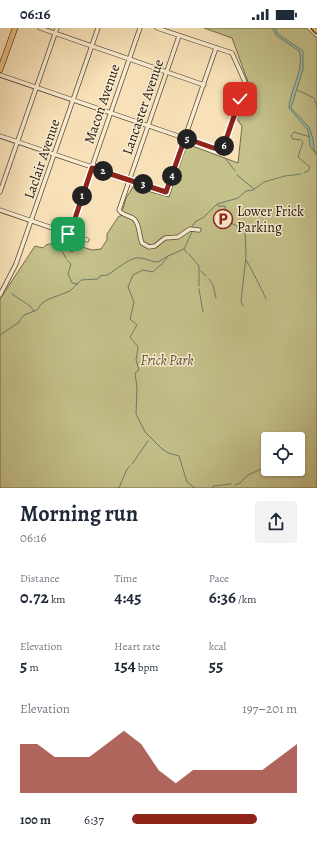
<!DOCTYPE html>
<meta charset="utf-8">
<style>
:root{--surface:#fff;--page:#f2f2f3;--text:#1f2937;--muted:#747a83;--accent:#8f2418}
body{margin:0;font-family:Alegreya,serif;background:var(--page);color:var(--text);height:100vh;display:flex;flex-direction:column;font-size:15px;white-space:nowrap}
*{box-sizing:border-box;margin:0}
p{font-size:13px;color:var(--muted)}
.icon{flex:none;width:22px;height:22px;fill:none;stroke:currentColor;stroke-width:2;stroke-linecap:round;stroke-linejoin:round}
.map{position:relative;height:460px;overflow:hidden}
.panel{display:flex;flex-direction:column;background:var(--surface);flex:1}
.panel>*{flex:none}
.buttons{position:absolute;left:261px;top:404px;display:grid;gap:8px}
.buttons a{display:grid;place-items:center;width:44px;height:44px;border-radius:4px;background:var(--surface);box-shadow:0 1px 3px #0004;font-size:20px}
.pin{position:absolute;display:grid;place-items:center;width:34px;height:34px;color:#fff;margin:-17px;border-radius:8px;box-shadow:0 2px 6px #0006}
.km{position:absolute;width:20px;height:20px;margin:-10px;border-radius:50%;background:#222;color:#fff;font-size:11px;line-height:20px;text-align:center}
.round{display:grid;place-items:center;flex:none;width:42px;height:42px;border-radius:4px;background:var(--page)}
.headline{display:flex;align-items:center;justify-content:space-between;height:68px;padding:0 20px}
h1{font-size:22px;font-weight:700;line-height:30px}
.metrics{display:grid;grid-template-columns:repeat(3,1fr);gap:6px;height:68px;padding:4px 20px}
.metrics div{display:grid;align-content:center}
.metrics b{font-size:17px;font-weight:700}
.metrics small{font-size:11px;font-weight:400}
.metrics p{font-size:11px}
.chart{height:112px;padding:8px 20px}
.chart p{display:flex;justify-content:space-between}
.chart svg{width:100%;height:72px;margin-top:4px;fill:var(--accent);opacity:.7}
ul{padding:0 20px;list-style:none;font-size:13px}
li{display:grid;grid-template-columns:64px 48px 1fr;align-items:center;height:30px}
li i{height:10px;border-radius:5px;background:var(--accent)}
.status{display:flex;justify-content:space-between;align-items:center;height:28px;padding:0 20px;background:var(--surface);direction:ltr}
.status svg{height:11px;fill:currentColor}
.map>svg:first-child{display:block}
</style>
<div class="status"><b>06:16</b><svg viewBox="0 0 49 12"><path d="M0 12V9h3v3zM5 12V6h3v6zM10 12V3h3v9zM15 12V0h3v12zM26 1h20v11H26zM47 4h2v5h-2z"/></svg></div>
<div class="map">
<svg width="317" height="460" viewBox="0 0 317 460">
<rect width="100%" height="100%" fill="#f8e1b8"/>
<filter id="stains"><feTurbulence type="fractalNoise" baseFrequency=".005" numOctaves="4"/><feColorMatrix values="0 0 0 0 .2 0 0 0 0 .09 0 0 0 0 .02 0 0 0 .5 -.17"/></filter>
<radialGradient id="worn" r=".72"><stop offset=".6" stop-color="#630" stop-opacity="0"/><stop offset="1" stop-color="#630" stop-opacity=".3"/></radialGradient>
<!-- green -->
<path fill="#c4c18a" stroke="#726c4b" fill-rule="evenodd" d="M 204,0 L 306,0 L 317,10 L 317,460 L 0,460 L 0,271 L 35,218 L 43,220 C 49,213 52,217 59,218 L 66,215 L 68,222 L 72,224 L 79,218 L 92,222 L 101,221 L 107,212 L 107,206 L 119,188 L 121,188 L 126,170 L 133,159 L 169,169 L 187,116 L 238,135 L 242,98 L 237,91 L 248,54 L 232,10 ZM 268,411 L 298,411 L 298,441 L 268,441 Z"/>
<!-- water -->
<path fill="#9ebeab" stroke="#6c7b6b" d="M 272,0 L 275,0 L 278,6 L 303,23 L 303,41 L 291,80 L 309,99 L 313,111 L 314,121 L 317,127 L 310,118 L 308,102 L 289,80 C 290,61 305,41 299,23 L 277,8 Z"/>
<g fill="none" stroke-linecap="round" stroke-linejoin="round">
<!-- stream -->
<g stroke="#6c7b6b" stroke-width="1">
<path d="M 297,62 L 314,70 L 317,79"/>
<path d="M 225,130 L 235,143"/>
<path d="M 304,145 L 309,142 L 310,139 L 298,129 L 303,114 L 301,112 L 293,111 L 291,108 L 294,104 L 310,109"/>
<path d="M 237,147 L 254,161"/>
<path d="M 217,177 L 218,178 L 225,178 L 226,187"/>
<path d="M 227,193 L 243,201 L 245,203 L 246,228 L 241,274 L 243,278"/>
<path d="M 192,199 L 195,194 L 204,189 L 217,176 L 238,170 L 246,163 L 253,162 L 264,154 L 285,148 L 301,146"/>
<path d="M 184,221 L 187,225"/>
<path d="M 57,222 L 62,223 L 66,230"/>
<path d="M 189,226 L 199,238 L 199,258"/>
<path d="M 168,228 C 163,237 159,237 153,244 L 143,242 L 133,247 L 128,259 L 134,274 L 130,291 L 137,297 L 130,309 L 138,319 L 136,332 L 139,342 L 135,345 L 137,360 L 136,386 L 145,404 L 161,420 L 168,425 L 179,428 L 187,454 L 195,460"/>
<path d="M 67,232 L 71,236 L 68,246 L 72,255 L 78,256"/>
<path d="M 246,232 C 248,234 265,268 266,271"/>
<path d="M 201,243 L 206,248"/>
<path d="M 209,251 L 213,257 L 216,270"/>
<path d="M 199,261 L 203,284"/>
<path d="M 12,266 L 30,278 L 34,283"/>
<path d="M 0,307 L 18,295 L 24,287 L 37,282 L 42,275 L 49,271 L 70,263 L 81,252 L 98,251 L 100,248 C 102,247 107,248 109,246 C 115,242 129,231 136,230 C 144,229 151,234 158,234 L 168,228 L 184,221 L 192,204"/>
<path d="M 132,436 L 148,413"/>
<path d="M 235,457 L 240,455 L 248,447 L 268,438"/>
<path d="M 119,460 L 127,441 L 130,438"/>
<path d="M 212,460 L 213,458 L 231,456"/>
</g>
<defs>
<g id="minor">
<path d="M 40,0 L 204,57"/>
<path d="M 179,8 L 119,182 C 122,188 131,187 135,192 C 140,198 139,208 142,215 L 149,219 L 155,218 L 165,210 L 178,209 L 190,201 L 199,202"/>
<path d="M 0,47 L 222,123 L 245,54 L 232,25 L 157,0"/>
<path d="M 0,108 L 166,164 L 216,20"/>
<path d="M 0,164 L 57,0"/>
<path d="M 0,182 L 87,212"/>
<path d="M 69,205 L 140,0"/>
<path d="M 0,267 L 16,236 L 98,0"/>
</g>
<path id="primary" d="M 0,42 L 15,0"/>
<path id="motorway" d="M 315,0 L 317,2"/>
</defs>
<!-- minor casing -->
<use href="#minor" stroke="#574a37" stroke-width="5"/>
<!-- primary casing -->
<use href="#primary" stroke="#21170c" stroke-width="6"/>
<!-- motorway casing -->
<use href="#motorway" stroke="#21170c" stroke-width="8"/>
<!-- minor -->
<use href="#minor" stroke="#faecd1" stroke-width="3.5"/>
<!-- primary -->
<use href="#primary" stroke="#ecc07c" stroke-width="5"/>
<!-- motorway -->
<use href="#motorway" stroke="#ecc07c" stroke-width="6"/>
</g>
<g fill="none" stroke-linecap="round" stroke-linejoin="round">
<defs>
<path id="route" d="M 68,206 L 70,205 L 92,140 L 166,164 L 185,110 L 222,123 L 240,71"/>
</defs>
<!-- route casing -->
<use href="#route" stroke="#fff" stroke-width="8"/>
<!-- route -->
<use href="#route" stroke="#8f2418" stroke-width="5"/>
</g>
<!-- icons -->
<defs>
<symbol id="parking-ring" viewBox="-11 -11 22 22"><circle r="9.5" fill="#faecd1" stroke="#8f2418" stroke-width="1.5"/><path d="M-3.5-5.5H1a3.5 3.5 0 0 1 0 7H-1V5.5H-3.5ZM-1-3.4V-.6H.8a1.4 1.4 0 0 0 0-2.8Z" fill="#8f2418"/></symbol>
</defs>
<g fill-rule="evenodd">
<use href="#parking-ring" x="212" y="180" width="22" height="22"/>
</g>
<g text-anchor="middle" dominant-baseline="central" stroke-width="3" stroke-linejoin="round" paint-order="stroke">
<!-- street labels -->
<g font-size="14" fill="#21170c" stroke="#faecd1">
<text transform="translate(102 76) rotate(-71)">Macon Avenue</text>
<text transform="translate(143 79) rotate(-71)">Lancaster Avenue</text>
<text transform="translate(42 131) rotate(-71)">Laclair Avenue</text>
</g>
<!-- poi labels -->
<g font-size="14" fill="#21170c" stroke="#faecd1" text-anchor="start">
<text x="237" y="183">Lower Frick<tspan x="237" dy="16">Parking</tspan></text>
</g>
<!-- park labels -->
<g font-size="14" font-style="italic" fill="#5a5238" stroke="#faecd1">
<text x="167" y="332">Frick Park</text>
</g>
</g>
<rect width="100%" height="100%" filter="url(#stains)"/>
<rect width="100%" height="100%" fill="url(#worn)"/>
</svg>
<div class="buttons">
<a><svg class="icon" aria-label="locate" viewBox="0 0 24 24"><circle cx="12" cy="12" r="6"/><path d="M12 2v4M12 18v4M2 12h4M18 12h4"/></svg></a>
</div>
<div class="pin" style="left:68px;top:206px;background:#1e9e55"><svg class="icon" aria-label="arrive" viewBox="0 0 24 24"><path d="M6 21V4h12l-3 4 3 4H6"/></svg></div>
<div class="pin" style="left:240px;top:71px;background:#d93025"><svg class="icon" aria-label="check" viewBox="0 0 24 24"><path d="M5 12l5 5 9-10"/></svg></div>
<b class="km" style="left:82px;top:168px">1</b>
<b class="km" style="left:103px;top:143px">2</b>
<b class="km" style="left:143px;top:156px">3</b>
<b class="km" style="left:172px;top:148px">4</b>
<b class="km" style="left:187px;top:111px">5</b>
<b class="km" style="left:224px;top:118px">6</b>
</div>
<section class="panel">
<div class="headline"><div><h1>Morning run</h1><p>06:16</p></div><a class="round"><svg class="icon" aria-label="share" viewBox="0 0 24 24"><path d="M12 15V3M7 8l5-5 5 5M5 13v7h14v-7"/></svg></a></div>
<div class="metrics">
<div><p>Distance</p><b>0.72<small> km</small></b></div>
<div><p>Time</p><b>4:45</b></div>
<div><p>Pace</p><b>6:36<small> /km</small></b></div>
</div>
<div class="metrics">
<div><p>Elevation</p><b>5<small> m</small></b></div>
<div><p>Heart rate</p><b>154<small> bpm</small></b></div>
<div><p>kcal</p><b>55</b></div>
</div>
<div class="chart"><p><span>Elevation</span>197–201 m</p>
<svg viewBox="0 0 160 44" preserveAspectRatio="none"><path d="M0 44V14L10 14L20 22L30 22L40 22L50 14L60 6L70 14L80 30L90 38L100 30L110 30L120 30L130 30L140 30L150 22L160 14V44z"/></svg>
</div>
<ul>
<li><b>100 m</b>6:37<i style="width:76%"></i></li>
</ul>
</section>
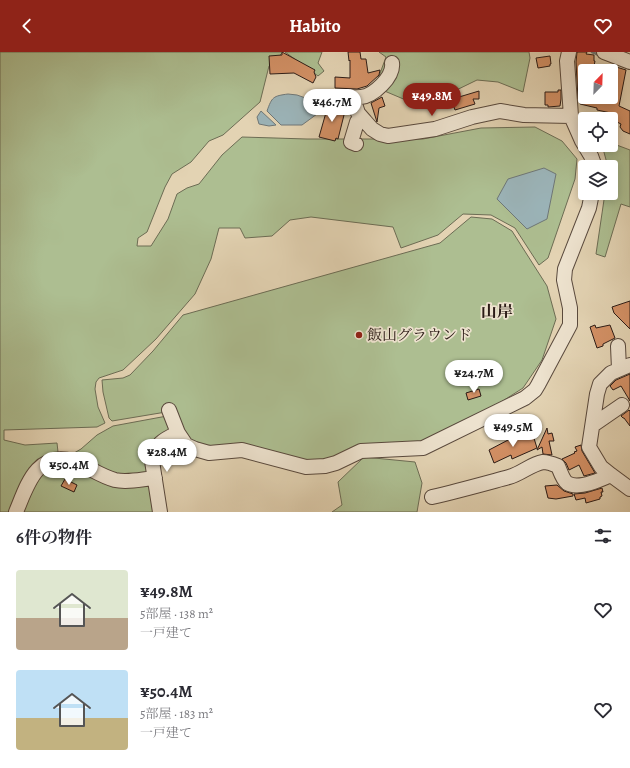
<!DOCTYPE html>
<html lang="ja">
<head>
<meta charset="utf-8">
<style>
  :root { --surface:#fff; --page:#f2f2f3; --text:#2b2b33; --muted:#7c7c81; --accent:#8f2418 }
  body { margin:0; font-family:Alegreya,"Noto Serif JP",serif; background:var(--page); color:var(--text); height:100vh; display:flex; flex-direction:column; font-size:15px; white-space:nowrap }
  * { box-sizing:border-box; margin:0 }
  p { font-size:13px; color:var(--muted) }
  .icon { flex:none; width:22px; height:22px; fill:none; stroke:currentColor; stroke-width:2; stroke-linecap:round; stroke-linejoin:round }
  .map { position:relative; height:460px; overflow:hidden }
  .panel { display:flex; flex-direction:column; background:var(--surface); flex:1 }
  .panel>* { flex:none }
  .needle { width:26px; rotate:23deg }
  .buttons { position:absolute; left:578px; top:12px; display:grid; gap:8px }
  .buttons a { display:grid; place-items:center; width:40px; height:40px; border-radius:4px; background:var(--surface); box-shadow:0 2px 10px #0003; font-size:20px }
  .price { position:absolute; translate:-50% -34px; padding:0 9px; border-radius:14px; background:#fff; color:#222; font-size:13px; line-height:26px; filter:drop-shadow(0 1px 2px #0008) }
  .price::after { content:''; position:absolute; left:50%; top:24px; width:12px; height:9px; margin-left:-6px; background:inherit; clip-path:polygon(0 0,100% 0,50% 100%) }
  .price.on { background:var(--accent); color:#fff }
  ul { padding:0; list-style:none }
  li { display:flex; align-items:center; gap:12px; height:100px; padding:0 16px }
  li span { display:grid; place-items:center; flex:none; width:112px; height:80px; border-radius:4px; color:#555 }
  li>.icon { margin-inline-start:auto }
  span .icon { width:48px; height:48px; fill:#fffc; stroke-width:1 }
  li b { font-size:17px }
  h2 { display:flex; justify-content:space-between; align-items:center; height:48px; padding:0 16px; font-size:17px }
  header { display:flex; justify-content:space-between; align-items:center; height:52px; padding:0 16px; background:var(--accent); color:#fff; font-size:18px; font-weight:700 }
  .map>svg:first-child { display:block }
  .green { fill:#adbe91; stroke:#6c6c54 }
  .water { fill:#9bb4b9; stroke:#6e7778 }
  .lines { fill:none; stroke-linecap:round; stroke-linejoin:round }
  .stream { stroke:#6e7778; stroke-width:2.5 }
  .building { fill:#d49166; stroke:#2b1b16 }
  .minor-casing { stroke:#59493d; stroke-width:16 }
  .minor { stroke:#ede2ce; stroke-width:14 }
  .poi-dot { fill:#8f2418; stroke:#ede2ce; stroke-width:1.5 }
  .labels { text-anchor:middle; stroke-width:3.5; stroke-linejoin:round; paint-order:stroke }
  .poi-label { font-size:15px; fill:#2b1b16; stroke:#ede2ce; text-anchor:start }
  .neighbourhood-label { font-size:16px; font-weight:bold; fill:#2b1b16; stroke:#ede2ce }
</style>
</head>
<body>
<header><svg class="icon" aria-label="back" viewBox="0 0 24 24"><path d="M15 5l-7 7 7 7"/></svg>Habito<svg class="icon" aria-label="heart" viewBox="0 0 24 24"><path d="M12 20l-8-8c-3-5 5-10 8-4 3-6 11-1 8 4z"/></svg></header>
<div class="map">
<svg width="630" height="460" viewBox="0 0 630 460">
  <rect width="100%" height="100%" fill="#e3d3b3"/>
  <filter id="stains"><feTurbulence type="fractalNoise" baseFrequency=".005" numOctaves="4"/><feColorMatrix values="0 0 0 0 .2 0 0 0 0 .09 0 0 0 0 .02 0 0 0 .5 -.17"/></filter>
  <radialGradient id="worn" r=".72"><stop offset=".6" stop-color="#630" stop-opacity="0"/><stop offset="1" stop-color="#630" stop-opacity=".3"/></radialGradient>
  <path class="green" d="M0,0H283L269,14L260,50L223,83L209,89L191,110L172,122L165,135L147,180L138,186L137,194H151L168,167L177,142L187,136L199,132L222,103L242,85L307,87H423L481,76L535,75L562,89L577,107L575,127L548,206L539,213L515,176L491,163L463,162L438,183L401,196L393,175L311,165L290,168L272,184L245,186L240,176H219L211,207L195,242L156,287L123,318L99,326L96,330L95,337L98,355L105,371L97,375L4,378V388L25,393L57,391L58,400L55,412L81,397L97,383L113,374L167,364L173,376L156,390V460H0Z
    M285,0H322L318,11L324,19L318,24Z
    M379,0H529L530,6L523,40L498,30L477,28L438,47L420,54L375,35L386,5Z
    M611,92H614L630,98V155L621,152L605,205L596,202L605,141H611V115H608L602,93H611Z
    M471,165L492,167L512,179L547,234L556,267L542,308L523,336L487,359L430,390L325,408H301L210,397L188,387L166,360L112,369L109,366L103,340L102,328L123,326L130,323L153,299L183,263L440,191Z
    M364,405L415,410L422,431L417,460H332L342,453L338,430Z"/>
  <path class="water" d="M288,42L297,43L314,49L317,62L302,73H281L267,59C272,45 273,44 288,42Z
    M261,59L276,73L269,74L259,72L257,65Z
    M544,116L556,122L547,167L527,177L497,147L508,127Z"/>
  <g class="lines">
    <path class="stream" d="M592,0L599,3"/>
  </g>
  <path class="building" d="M282,0L315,18L314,20L316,25L313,31L294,21L270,22L269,4L282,3Z
    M348,0H360L361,7H366L368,21L380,18L379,23L367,34L357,37L335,36V25L350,26V8L349,9Z
    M577,0H587L586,2L594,3V9H595L593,19H585L583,36H585V45H611V16H613V14L626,18L619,54L630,59V82L623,79L620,75L621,72L609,66L611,61L597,58V56L580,52L581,47H578L576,10Z
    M550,4L551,12H550V14L538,16L536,6Z
    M558,38H561V47L560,54L548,55V53H545V40H558Z
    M479,39V47H473L475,52L455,58L452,50L459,46V45Z
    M382,45L385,54L379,56L377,70L371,51Z
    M329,50L345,59L338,87L336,86L335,89L319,85Z
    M630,249V277L614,261L612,255Z
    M595,273L596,276L610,273L615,286L603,292V294L597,296L590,275Z
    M630,322V349L621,334L613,338L610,334L616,328Z
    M479,337L481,344L468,348L466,341Z
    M629,358L630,359V374L624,366H623L621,364Z
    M547,376L548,382L552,381L554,389H549L552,403L543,402L542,395L537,398Z
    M533,383L537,396L512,407L511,403L494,411L489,398L510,387Z
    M581,393L582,399L595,421L584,424L579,413L569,418L566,411L562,407L575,401L574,400L577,399L575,395Z
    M65,427L77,433L74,440L61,434Z
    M557,433L564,439L573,442V444L556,447L548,446L545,434Z
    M602,436L603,440H601L602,444L600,445V447L586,451L585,446L576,448L574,442L585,441Z"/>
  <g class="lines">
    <g class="minor-casing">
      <path id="minor" d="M569,0L567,9L571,64L582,89L591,104L595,115
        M604,0L630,10
        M365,69L358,61L356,55L336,45C344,45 353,46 361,45C373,44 394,25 392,11
        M356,92L351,90L357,70L364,68L372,77L380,82L388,84L435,77L472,65L500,59L524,63L571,64
        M618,294L619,317
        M630,313L611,321L600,332L597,342L589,395L601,415L611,423L630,437
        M169,358L178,381L186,393L195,397L209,401L242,398L306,415L325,414L336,411L361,399L423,396L525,346L535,338L538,333L570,273V256L564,228L565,217L589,156L592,141
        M593,373L622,353
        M432,445C458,439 483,432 509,425C521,422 531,412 543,410C548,410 553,412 558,414C560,419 563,428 567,431C578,438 600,428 611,423
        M16,460C27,434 36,399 73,409C87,414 100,424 115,428C128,431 142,427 155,426
        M160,460L152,409C156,392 162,388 178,381"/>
    </g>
    <use href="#minor" class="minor"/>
  </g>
  <circle class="poi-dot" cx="359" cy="283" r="4"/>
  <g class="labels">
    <g class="poi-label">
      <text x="367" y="288">飯山グラウンド</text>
    </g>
    <g class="neighbourhood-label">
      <text x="497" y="265">山岸</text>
    </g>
  </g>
  <rect width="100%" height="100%" filter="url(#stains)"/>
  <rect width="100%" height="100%" fill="url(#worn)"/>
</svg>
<div class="buttons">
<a><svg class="needle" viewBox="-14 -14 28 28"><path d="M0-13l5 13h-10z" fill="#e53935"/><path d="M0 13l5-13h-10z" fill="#7c7c81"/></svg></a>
<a><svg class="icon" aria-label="locate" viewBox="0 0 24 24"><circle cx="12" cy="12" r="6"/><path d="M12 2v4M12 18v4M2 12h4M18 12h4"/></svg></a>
<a><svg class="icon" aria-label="layers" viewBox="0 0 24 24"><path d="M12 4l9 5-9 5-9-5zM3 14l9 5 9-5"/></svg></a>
</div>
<b class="price on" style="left:432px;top:65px">¥49.8M</b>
<b class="price" style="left:332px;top:71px">¥46.7M</b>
<b class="price" style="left:474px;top:342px">¥24.7M</b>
<b class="price" style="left:513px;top:396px">¥49.5M</b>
<b class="price" style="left:167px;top:421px">¥28.4M</b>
<b class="price" style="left:69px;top:434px">¥50.4M</b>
</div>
<section class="panel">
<h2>6件の物件<svg class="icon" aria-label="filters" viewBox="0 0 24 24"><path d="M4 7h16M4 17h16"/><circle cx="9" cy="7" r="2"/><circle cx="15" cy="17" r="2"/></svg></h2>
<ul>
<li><span style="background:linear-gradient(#dfe7d0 60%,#b9a48a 0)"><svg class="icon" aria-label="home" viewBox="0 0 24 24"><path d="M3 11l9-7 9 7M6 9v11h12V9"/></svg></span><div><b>¥49.8M</b><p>5部屋 · 138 m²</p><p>一戸建て</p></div><svg class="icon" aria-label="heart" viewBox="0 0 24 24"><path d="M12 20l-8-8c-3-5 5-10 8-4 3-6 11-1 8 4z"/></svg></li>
<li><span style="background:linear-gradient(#bfe0f5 60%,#c2b280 0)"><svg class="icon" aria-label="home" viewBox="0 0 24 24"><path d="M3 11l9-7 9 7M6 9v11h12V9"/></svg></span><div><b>¥50.4M</b><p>5部屋 · 183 m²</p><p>一戸建て</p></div><svg class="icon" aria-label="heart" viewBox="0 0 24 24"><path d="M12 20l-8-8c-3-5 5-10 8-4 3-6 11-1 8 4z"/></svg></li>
</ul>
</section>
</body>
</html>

What is being asked
In the listing above, find each line with "overflow" and copy it.

Solution to this exercise
.map{position:relative;height:460px;overflow:hidden}
  .map { position:relative; height:460px; overflow:hidden }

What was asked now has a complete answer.